**What needs to be done**
Look for the line that has "display:grid; grid-template-columns:26px 1fr" in the material below; please repeat it and every line after it, exactly, up to and including the line that has "flex:none; width:22px; height:22px;", and nothing else.

**Entries shown**
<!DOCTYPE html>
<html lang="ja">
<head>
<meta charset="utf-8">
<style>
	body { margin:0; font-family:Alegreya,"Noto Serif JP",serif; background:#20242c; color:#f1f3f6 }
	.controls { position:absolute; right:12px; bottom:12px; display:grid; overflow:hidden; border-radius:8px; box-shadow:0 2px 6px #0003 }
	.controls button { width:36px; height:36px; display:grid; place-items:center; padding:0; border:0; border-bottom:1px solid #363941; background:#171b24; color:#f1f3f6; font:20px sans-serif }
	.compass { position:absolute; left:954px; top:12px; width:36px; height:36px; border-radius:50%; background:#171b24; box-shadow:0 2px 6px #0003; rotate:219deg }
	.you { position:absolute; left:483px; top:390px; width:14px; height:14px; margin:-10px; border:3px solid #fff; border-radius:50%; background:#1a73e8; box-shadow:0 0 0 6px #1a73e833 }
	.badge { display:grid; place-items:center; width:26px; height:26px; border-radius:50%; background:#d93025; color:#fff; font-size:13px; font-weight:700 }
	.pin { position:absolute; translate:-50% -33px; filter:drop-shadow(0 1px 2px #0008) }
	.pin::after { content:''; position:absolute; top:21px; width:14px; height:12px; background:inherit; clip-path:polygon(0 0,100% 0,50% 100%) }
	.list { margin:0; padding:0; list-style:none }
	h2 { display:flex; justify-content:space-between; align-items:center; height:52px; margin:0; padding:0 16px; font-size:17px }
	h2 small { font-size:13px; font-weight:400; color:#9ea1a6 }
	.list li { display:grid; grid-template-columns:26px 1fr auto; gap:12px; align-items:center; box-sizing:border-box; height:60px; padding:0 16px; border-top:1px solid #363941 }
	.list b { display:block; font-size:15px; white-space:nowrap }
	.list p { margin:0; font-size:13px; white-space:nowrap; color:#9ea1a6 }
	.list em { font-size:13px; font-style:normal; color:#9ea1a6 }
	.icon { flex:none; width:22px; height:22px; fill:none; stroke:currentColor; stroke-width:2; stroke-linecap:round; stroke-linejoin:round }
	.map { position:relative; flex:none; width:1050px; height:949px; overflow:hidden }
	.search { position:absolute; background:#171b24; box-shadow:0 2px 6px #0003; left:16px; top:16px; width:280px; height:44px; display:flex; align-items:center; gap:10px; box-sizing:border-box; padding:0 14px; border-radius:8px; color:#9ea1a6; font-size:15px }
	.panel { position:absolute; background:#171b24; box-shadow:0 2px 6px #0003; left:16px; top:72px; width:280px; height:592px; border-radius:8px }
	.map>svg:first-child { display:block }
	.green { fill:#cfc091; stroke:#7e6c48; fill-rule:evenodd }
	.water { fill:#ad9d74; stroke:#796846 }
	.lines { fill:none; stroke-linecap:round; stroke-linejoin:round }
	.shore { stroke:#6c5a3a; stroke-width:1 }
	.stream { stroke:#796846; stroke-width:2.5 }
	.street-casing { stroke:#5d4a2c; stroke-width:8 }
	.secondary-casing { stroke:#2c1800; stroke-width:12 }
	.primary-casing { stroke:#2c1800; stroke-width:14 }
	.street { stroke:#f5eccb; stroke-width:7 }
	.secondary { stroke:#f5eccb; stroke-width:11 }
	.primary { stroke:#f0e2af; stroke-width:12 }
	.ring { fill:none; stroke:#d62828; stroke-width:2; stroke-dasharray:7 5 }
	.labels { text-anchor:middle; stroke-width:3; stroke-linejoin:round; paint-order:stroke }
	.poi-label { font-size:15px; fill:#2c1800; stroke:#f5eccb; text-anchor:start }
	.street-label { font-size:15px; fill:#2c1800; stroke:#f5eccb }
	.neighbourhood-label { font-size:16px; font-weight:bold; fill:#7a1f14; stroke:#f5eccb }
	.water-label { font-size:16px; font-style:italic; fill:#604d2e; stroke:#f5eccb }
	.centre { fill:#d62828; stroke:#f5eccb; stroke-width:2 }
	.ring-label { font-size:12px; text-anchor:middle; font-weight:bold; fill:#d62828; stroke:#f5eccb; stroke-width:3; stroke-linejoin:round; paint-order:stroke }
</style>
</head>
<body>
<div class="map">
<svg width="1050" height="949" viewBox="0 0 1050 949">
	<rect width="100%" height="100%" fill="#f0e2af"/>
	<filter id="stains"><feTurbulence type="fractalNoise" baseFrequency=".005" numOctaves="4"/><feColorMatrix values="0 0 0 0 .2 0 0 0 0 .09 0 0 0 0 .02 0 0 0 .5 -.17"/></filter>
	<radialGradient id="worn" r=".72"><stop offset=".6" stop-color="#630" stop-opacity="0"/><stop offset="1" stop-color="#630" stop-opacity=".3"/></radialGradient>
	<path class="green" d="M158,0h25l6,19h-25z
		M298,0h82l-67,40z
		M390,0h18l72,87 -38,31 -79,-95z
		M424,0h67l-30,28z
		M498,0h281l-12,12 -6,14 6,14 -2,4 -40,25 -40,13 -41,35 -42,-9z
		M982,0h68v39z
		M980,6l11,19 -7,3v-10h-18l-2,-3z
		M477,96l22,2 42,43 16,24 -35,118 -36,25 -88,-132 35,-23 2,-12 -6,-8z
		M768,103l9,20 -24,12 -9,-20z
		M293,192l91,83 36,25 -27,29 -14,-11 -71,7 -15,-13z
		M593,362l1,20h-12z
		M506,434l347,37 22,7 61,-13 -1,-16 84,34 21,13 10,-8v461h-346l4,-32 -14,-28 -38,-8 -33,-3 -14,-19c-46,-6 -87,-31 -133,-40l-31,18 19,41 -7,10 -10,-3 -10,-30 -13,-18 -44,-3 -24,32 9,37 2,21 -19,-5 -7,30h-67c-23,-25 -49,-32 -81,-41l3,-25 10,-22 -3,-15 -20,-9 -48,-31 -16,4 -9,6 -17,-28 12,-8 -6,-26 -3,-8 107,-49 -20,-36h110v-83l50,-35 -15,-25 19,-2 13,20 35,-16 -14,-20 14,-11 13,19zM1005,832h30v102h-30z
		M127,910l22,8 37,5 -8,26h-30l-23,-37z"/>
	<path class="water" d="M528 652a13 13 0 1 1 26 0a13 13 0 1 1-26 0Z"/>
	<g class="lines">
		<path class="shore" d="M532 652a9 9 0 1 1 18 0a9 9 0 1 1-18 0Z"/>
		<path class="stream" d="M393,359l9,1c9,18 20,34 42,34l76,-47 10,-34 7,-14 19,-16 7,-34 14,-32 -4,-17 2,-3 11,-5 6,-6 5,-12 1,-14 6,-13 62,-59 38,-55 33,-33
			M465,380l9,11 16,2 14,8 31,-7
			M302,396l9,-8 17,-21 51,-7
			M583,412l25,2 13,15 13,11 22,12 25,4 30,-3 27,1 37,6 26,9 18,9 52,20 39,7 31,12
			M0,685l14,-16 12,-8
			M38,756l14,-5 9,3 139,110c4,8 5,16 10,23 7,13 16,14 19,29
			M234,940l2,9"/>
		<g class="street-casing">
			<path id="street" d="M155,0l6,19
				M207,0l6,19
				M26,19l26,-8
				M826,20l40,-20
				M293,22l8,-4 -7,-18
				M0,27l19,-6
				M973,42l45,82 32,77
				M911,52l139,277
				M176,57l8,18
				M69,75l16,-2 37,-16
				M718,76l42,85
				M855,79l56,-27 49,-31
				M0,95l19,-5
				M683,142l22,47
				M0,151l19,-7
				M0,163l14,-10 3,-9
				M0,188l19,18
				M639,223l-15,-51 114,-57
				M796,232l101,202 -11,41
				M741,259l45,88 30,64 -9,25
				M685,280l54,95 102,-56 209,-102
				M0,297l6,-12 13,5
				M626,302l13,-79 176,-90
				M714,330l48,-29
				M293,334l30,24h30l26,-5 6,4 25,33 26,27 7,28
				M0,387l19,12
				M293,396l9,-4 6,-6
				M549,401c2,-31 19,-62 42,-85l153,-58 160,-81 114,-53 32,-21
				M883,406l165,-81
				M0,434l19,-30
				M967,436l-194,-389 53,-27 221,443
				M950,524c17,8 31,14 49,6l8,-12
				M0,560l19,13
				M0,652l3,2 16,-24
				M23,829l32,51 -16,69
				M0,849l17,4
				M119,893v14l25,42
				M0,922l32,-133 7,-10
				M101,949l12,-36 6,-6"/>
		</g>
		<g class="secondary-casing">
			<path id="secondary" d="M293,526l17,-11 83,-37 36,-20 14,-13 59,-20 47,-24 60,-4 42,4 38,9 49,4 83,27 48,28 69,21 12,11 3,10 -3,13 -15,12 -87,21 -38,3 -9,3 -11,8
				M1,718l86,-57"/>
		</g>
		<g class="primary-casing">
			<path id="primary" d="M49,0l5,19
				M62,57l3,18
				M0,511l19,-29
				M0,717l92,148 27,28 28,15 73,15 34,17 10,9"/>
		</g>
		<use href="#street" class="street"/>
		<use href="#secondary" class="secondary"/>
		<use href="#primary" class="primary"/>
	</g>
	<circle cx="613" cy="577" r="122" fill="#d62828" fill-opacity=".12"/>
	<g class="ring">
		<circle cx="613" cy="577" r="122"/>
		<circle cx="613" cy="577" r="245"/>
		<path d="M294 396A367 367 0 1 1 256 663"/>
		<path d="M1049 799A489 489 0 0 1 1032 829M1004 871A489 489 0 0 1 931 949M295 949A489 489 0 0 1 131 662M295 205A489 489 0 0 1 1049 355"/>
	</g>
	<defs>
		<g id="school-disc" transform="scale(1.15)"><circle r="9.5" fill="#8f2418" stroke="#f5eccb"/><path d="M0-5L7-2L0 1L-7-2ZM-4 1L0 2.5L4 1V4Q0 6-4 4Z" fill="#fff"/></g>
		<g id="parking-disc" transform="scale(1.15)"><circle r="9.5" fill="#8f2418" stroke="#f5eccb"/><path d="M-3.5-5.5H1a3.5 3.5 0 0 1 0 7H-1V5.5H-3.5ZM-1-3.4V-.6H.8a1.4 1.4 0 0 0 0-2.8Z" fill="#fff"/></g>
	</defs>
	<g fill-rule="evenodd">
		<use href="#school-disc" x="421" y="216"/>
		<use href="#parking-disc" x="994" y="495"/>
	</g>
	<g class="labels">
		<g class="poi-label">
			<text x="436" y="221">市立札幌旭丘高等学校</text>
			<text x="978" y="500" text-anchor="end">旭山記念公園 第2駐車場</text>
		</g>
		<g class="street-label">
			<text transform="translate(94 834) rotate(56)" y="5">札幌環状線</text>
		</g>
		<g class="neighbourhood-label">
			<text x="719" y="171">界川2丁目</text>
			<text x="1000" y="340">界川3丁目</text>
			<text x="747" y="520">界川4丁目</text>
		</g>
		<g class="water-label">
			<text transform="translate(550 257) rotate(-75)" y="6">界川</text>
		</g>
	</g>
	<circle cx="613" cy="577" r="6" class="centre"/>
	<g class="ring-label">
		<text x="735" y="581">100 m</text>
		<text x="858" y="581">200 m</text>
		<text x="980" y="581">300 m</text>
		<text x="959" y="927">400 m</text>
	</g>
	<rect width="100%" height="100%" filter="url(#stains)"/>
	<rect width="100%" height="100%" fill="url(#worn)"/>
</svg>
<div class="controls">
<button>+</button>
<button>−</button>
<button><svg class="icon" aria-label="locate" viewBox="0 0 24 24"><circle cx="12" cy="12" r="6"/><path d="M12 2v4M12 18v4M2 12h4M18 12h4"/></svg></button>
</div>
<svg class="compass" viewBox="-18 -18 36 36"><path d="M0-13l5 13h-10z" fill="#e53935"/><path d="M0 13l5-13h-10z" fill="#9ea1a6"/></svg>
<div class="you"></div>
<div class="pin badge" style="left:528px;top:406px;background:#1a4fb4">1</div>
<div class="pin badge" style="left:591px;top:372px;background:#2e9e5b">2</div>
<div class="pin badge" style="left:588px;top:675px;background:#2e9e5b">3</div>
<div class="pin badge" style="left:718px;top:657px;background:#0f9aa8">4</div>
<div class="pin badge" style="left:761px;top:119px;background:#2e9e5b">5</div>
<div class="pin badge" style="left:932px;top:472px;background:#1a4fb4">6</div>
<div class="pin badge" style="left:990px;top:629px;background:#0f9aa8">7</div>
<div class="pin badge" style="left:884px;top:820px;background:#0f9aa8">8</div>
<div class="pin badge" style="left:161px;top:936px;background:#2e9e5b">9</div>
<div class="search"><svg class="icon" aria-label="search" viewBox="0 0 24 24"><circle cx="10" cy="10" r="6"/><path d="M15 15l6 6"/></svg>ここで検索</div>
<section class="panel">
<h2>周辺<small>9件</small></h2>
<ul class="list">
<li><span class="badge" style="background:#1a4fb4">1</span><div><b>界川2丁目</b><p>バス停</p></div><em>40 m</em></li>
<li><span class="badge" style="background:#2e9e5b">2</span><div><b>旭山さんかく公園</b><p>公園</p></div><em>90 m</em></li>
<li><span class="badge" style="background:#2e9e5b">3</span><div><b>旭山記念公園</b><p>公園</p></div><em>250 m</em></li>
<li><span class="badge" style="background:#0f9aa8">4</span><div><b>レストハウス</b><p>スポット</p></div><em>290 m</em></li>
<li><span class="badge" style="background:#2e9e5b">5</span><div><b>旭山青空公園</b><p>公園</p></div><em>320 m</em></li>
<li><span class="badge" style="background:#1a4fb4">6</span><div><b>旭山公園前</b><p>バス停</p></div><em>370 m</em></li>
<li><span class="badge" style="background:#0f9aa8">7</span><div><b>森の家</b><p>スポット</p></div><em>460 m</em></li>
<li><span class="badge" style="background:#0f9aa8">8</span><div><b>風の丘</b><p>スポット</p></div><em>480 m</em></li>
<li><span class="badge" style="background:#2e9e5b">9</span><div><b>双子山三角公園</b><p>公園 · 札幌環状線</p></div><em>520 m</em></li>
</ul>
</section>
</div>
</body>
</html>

**Result for this task**
	.list li { display:grid; grid-template-columns:26px 1fr auto; gap:12px; align-items:center; box-sizing:border-box; height:60px; padding:0 16px; border-top:1px solid #363941 }
	.list b { display:block; font-size:15px; white-space:nowrap }
	.list p { margin:0; font-size:13px; white-space:nowrap; color:#9ea1a6 }
	.list em { font-size:13px; font-style:normal; color:#9ea1a6 }
	.icon { flex:none; width:22px; height:22px; fill:none; stroke:currentColor; stroke-width:2; stroke-linecap:round; stroke-linejoin:round }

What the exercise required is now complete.